Al-Qaeda in the Islamic Maghreb (AQIM) has offered to free a British-South African hostage if the UK government allows the cleric Abu Qatada to choose a country for his extradition, the SITE monitoring service says.
AQIM also threatened that Britain would "open the door of evil" to its country and people should it send the imam back to his native Jordan where he faces jail, the report from the US-based organisation said.
Al-Qaeda's North African franchise has been holding Stephen Malcolm and two other Western men hostage since abducting them last November in the northern Mali desert city of Timbuktu.
Britain has been trying to deport Abu Qatada to Jordan for more than six years, arguing he is a threat to national security.
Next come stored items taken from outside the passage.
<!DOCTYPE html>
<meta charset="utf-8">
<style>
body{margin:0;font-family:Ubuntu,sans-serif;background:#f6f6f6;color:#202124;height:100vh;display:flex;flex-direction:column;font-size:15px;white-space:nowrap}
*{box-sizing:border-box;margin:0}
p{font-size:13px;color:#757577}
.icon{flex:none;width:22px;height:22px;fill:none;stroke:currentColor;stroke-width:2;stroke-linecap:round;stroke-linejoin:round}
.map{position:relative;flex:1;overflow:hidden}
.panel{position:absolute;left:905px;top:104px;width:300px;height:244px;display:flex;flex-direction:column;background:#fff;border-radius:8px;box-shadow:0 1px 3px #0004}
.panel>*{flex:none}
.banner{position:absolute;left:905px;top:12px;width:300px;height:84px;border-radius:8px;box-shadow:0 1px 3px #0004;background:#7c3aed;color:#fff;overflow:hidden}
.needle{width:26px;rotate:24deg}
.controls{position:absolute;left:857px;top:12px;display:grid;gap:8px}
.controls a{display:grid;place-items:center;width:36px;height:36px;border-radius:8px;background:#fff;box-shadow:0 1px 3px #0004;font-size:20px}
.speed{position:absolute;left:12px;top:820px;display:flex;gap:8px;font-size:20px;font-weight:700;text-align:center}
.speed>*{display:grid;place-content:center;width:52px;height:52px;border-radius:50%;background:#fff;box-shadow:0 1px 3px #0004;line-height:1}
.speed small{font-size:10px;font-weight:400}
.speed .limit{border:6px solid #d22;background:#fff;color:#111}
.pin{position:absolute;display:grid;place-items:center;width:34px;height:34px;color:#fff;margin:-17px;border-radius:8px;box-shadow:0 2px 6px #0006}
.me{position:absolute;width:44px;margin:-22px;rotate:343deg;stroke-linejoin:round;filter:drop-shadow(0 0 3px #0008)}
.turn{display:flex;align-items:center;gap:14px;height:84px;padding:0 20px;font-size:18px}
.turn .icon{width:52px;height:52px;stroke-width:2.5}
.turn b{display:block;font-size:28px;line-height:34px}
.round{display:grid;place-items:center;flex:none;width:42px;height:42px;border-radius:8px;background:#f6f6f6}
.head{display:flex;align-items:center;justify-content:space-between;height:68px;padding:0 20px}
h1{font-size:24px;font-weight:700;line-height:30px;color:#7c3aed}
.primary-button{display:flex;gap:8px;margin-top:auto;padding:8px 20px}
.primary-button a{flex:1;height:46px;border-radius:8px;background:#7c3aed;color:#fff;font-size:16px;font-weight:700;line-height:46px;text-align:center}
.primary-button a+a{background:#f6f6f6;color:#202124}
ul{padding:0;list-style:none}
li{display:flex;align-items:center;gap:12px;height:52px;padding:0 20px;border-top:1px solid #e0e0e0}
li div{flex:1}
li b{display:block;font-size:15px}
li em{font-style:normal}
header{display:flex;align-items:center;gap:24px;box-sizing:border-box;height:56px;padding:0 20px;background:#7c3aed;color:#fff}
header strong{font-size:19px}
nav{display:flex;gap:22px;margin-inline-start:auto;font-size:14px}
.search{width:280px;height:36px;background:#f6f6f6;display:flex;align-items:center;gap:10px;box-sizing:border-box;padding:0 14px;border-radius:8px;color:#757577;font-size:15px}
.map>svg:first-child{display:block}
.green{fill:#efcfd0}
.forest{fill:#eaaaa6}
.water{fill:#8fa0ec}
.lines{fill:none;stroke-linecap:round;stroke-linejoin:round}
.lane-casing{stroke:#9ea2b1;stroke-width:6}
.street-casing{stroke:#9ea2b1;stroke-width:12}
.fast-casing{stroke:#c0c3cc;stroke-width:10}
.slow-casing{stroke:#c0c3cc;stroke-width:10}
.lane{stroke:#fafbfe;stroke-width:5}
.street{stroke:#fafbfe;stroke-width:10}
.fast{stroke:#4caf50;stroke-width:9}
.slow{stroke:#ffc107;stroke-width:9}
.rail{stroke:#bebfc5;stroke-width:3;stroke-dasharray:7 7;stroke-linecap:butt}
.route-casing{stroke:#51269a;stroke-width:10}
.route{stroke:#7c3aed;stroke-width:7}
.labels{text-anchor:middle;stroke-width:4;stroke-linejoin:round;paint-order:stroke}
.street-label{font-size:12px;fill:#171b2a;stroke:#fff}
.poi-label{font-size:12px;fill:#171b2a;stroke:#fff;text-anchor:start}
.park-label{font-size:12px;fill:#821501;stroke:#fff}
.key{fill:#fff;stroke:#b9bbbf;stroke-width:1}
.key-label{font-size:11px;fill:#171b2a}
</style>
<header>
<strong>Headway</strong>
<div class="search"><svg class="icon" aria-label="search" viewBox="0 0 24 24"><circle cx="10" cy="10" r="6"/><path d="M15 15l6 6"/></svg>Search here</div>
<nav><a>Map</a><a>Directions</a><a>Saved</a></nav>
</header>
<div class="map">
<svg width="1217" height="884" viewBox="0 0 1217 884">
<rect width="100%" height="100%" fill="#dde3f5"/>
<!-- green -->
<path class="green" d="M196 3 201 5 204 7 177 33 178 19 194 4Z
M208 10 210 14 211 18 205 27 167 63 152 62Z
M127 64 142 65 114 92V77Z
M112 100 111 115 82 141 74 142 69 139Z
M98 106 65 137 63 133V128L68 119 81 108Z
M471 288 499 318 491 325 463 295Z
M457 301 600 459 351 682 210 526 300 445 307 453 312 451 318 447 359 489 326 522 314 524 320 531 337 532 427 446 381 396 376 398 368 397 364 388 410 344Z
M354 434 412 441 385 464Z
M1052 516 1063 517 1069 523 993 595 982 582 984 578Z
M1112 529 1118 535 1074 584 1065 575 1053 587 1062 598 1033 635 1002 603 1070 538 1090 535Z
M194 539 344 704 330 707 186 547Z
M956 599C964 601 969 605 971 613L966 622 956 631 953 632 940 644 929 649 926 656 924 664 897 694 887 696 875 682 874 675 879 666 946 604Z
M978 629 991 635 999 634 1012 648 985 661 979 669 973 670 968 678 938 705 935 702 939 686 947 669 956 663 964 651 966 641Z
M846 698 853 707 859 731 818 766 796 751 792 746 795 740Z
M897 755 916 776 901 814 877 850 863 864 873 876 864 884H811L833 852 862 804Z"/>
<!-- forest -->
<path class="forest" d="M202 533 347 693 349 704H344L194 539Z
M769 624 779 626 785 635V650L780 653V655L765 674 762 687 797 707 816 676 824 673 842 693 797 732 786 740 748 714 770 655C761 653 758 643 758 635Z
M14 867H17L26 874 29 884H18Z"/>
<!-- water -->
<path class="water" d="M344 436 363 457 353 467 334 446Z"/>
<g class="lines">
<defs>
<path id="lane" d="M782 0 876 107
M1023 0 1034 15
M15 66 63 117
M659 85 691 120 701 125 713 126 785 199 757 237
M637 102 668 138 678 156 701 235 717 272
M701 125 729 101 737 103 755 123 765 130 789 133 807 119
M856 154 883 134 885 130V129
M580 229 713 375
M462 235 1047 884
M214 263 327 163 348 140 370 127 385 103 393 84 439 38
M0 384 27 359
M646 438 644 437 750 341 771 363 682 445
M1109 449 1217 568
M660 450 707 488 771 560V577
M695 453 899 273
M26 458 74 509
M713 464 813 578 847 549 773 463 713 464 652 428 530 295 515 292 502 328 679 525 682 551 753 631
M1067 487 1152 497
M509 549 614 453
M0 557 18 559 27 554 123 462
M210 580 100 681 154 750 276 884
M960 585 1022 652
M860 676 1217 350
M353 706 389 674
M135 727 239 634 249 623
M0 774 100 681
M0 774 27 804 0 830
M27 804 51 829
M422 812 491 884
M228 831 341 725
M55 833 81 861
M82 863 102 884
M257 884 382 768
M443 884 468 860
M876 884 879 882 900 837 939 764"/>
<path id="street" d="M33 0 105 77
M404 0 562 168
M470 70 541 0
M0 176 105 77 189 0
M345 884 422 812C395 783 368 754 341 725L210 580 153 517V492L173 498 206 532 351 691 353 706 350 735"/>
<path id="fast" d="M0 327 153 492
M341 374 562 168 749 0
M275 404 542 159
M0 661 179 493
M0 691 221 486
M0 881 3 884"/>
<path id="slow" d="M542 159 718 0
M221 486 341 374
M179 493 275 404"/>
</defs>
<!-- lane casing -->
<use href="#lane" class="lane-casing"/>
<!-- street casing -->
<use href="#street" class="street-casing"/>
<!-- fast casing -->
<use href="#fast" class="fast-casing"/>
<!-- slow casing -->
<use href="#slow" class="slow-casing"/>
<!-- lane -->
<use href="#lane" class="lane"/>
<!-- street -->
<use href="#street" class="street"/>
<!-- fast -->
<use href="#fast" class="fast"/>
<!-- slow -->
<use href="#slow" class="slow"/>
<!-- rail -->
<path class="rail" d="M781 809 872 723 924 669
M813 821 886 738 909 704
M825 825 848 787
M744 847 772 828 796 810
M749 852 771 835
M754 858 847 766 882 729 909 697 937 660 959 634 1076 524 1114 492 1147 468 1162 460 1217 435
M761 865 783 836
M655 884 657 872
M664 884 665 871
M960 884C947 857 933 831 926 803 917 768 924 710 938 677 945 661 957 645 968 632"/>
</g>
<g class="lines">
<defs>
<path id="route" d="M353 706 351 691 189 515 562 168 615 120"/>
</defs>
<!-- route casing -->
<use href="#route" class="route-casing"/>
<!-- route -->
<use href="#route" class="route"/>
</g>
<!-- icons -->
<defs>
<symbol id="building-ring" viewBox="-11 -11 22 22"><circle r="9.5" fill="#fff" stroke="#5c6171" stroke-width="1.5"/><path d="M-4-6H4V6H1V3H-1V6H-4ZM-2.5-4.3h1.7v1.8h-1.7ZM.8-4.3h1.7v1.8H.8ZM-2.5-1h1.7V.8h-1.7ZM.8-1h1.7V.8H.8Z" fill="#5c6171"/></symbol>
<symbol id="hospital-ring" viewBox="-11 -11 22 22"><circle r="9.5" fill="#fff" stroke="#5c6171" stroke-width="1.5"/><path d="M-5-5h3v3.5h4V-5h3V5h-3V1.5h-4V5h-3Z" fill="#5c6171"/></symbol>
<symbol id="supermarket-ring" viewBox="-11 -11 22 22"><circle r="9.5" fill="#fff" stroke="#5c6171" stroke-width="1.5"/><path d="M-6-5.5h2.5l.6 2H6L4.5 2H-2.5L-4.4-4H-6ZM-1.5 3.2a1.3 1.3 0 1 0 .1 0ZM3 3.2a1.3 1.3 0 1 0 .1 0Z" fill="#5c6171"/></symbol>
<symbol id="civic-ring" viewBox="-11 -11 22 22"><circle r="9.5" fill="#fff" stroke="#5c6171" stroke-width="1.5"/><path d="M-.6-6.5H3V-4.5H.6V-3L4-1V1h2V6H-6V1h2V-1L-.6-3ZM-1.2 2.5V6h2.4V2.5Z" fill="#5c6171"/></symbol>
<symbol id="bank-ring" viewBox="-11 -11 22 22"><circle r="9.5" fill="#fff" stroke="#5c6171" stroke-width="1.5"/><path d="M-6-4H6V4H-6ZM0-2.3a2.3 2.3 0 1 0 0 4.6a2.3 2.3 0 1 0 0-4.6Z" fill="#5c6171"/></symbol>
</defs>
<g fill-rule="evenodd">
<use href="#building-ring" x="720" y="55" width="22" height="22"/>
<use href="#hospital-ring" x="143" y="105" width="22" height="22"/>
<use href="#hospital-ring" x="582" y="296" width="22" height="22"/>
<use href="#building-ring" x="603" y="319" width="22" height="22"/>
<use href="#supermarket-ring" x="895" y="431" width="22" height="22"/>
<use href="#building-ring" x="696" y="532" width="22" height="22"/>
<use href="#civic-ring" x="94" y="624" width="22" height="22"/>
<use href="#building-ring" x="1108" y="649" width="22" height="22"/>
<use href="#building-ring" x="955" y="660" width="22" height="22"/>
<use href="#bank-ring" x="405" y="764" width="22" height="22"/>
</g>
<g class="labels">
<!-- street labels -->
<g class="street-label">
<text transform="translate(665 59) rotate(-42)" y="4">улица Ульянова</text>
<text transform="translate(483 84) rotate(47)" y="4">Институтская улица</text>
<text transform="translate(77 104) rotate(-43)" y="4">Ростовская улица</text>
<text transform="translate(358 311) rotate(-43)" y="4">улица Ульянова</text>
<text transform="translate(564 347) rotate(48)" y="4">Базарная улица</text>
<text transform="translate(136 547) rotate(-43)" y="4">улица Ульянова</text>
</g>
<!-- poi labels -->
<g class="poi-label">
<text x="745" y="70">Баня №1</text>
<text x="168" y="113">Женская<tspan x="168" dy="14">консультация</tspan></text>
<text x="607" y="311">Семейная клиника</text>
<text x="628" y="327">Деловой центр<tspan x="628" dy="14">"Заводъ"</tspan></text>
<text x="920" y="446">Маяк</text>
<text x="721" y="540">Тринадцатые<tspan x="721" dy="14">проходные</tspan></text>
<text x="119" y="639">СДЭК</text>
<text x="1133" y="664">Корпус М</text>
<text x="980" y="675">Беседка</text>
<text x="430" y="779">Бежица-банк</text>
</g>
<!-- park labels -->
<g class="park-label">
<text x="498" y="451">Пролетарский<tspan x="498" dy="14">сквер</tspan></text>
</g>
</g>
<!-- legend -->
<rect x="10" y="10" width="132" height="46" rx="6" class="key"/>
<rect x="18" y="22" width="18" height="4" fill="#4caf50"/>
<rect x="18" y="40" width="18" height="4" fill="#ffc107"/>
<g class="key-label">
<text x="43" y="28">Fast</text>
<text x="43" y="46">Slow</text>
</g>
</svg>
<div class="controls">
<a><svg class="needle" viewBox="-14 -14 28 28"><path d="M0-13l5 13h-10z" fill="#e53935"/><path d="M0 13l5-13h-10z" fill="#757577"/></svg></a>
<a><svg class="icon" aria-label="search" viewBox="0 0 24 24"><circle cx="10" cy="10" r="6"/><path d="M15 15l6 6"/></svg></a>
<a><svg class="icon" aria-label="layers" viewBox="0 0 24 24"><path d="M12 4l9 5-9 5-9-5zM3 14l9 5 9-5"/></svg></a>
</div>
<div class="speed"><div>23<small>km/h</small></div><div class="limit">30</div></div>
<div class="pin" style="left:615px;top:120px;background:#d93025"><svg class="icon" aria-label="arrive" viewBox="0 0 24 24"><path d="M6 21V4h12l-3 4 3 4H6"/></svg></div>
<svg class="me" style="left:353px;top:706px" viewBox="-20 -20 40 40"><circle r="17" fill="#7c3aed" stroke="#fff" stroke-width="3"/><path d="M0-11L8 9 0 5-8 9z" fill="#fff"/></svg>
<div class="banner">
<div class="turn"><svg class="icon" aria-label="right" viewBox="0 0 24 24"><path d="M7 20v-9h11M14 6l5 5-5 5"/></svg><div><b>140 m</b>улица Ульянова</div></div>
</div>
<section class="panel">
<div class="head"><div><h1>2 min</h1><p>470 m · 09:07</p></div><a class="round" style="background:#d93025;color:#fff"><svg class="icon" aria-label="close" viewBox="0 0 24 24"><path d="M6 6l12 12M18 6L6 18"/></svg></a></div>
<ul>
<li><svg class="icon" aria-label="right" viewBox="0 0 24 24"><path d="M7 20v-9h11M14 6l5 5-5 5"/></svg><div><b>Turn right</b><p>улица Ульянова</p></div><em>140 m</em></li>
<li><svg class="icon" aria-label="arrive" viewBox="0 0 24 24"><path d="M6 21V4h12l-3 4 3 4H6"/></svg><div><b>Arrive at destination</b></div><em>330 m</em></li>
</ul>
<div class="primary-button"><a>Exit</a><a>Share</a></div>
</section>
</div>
The cleric was convicted in Jordan in absentia in 1998 over his involvement in terrorism attacks.
But his removal has in the past been blocked by the European Court of Human Rights, which cited the risk that evidence obtained from torture would be used against him on his return to Jordan.
The court is now considering the latest appeal by the cleric.
The SITE report said AQIM had offered a deal, "to release a hostage if the British government allows radical cleric Abu Qatada al-Filistini the opportunity to choose a country for his extradition".
The group had declared on internet forums on Sunday "that it has followed Abu Qatada's case for years".
The other hostages taken on November 25 were Nils Joan Viktor Gustafson, a Swedish national, and Jacobus Nicolo Ruke, a Dutch national.
AQIM released a picture of the three men in December.